Presqu’île de Rhuys – Février 2018.
En juin, Lors de l’une de mes visites à Rhuys pour l’enquête Parchemins, c’est au camping l’Abri côtier que j’avais élu domicile. La saison se prépare. Les caravanes ont été mises en place pour la plupart. Quand je repars, Nathalie Rio, qui s’occupe des lieux, me promet de retrouver un emplacement pour moi quand je reviens, et me garde en attendant, mon vélo au hangar. Elle a fait un camping « comme j’aimerais trouver si je partais en vacances au camping ». C’est son mari qui me ramène au bus de Saint-Gildas. Nous parlons de la tonte des moutons. Car l’histoire familiale des Rio est avant tout marquée par l’élevage. Le camping a été créé en 2001 sur l’exploitation agricole des Rio. Quelques parcelles sont encore cultivées, avec une alternance entre céréales et prairie permanente, en complément de leur activité d’accueil estival, et d’hivernage de caravanes et de bateaux.
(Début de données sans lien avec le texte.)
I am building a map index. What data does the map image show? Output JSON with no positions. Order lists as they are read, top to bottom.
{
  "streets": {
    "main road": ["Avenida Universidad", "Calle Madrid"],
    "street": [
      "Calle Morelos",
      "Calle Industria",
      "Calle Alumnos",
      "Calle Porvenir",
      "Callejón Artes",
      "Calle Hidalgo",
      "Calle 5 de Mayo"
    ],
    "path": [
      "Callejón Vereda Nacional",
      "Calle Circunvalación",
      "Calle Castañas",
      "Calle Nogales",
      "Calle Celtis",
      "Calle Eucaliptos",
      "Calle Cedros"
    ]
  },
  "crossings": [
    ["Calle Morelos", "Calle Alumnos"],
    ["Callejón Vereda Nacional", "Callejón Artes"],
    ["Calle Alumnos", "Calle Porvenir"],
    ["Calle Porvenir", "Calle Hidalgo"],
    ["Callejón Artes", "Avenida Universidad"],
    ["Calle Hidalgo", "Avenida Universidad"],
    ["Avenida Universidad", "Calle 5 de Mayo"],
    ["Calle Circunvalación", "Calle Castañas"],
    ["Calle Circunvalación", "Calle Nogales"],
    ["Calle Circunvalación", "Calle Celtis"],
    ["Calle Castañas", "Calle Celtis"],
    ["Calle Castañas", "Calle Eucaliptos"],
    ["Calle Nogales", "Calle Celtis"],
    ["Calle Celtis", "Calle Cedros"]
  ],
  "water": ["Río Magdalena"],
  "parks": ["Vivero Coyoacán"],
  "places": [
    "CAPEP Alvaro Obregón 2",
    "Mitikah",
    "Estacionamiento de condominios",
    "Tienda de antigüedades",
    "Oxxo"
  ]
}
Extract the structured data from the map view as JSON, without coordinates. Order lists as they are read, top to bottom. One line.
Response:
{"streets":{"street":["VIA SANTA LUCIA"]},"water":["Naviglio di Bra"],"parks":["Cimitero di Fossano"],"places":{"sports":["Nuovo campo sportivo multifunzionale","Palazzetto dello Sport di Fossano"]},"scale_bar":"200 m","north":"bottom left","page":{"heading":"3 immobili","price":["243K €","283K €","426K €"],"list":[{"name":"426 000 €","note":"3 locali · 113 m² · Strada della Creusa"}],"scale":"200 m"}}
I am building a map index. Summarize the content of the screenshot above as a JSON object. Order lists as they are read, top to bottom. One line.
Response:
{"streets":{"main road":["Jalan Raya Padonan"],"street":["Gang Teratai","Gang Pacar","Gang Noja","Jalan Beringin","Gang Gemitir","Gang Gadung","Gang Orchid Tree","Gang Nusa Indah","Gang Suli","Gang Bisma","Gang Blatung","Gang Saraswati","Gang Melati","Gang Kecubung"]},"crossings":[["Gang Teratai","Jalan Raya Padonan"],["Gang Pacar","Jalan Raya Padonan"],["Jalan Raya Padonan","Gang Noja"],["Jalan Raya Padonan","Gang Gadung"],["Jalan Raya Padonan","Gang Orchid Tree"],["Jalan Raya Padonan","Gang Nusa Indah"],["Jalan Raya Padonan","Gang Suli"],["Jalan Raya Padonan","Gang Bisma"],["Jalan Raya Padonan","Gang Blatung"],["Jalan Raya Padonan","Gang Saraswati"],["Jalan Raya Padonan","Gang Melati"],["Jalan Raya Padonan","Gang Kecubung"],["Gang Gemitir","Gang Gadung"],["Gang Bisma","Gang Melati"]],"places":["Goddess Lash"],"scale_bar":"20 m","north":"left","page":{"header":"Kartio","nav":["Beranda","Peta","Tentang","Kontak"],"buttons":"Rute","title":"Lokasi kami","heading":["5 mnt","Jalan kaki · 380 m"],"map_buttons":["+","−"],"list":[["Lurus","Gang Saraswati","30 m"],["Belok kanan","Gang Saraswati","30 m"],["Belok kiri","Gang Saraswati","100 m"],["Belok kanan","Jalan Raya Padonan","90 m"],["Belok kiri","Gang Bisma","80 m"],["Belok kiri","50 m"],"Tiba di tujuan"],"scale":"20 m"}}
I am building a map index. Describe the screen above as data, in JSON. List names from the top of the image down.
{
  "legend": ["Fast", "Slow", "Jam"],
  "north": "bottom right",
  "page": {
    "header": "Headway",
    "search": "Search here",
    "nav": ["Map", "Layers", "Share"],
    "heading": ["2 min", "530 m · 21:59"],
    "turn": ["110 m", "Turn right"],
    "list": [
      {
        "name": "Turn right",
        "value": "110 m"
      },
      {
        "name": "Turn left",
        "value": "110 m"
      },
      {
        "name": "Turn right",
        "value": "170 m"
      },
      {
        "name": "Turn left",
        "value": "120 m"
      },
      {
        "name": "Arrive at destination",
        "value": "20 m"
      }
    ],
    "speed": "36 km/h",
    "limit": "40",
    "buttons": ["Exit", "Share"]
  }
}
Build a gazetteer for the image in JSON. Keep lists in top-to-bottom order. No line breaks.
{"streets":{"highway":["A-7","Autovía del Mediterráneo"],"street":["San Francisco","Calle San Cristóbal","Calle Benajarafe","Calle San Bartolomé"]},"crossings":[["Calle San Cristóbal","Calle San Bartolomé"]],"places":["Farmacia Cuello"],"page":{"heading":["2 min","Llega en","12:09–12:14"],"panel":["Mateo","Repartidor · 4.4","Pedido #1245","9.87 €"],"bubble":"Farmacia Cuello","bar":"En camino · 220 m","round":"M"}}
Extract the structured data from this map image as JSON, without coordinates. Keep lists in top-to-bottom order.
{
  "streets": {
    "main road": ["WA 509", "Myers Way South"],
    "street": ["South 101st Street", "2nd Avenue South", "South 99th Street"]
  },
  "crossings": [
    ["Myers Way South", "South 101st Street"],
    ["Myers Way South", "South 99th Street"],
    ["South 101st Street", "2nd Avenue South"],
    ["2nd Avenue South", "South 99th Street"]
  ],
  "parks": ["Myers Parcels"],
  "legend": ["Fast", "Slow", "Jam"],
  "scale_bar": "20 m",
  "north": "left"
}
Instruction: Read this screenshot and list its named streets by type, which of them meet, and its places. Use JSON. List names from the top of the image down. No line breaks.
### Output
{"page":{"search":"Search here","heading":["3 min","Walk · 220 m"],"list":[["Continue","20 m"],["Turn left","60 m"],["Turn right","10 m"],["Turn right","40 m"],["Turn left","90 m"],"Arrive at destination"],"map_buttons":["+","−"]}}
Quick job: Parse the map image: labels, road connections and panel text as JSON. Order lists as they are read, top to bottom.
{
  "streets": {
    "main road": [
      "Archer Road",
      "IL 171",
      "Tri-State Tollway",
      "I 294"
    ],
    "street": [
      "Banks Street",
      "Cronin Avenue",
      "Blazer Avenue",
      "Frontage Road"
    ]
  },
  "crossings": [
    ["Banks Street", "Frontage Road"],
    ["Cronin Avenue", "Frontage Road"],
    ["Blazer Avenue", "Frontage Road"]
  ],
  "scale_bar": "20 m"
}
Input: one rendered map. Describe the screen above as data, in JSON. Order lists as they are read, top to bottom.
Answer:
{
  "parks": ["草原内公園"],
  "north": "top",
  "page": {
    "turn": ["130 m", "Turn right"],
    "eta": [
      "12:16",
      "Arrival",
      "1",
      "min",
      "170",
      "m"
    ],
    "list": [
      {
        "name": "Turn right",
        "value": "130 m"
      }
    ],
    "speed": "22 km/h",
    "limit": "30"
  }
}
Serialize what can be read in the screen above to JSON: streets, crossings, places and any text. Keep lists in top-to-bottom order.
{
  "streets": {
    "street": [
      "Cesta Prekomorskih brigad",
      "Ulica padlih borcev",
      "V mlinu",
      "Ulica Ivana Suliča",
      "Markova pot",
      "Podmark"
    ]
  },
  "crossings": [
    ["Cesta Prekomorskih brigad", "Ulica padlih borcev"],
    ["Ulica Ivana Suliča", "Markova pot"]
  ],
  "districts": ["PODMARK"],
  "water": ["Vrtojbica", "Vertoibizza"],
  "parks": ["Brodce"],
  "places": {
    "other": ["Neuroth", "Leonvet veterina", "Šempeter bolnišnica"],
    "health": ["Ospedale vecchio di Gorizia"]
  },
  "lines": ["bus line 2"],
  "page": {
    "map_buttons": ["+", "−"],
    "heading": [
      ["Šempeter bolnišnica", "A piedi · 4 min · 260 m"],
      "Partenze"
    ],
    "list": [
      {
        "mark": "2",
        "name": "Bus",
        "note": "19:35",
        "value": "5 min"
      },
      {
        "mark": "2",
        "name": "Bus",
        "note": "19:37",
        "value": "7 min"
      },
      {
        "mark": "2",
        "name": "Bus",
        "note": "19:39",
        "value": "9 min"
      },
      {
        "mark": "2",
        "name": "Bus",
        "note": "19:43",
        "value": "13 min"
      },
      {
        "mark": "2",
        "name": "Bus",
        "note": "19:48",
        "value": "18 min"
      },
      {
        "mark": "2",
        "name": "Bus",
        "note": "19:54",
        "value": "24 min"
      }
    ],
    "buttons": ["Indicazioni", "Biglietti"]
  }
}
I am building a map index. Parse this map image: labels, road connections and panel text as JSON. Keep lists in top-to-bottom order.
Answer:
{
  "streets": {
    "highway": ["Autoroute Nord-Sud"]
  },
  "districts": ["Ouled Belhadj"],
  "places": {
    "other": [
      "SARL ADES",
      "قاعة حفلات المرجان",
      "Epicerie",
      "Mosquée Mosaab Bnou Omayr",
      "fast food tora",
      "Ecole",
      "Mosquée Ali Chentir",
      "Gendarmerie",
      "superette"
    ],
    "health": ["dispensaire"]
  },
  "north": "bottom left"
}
Les détails de cette conversion nous sont livrés par Nathalie lorsque nous retournons la voir avec Marie Pot, étudiante rennaise qui mène elle, une enquête agricole sur la presqu’île dans l’équipe Parchemins*. Nathalie nous accueille dans le salon de la maison familiale, bâtisse moderne construite il y a 25 ans, qui voisine avec un étang : « Avec les cygnes, les canards qui viennent se poser. Il y a quelques années on voyait régulièrement des chevreuils qui venaient boire le matin avant d’emmener les enfants à l’école. » Si Nathalie salue le « cadre de vie » dont ils ont pu bénéficier, elle ne voudrait pas qu’il y ait de malentendu :
« C’est de la terre que mon mari avait achetée avant qu’on se connaisse, et qu’il avait acheté, c’était en francs à ce moment-là (…) moins de 15 centime le m2 (…) nous on pouvait parce qu’à ce moment-là on avait le droit de faire sa maison sur son siège d’exploitation, ce qui n’est plus vrai aujourd’hui, on nous demanderait de construire au hameau le plus proche. Il y a quasiment un hectare autour de la maison mais on l’a pas payé au prix de la presqu’île de Rhuys qui est aux alentours de 180 ou 200 euros le m2 (…) des fois plus suivant où est la parcelle constructible, viabilisée. »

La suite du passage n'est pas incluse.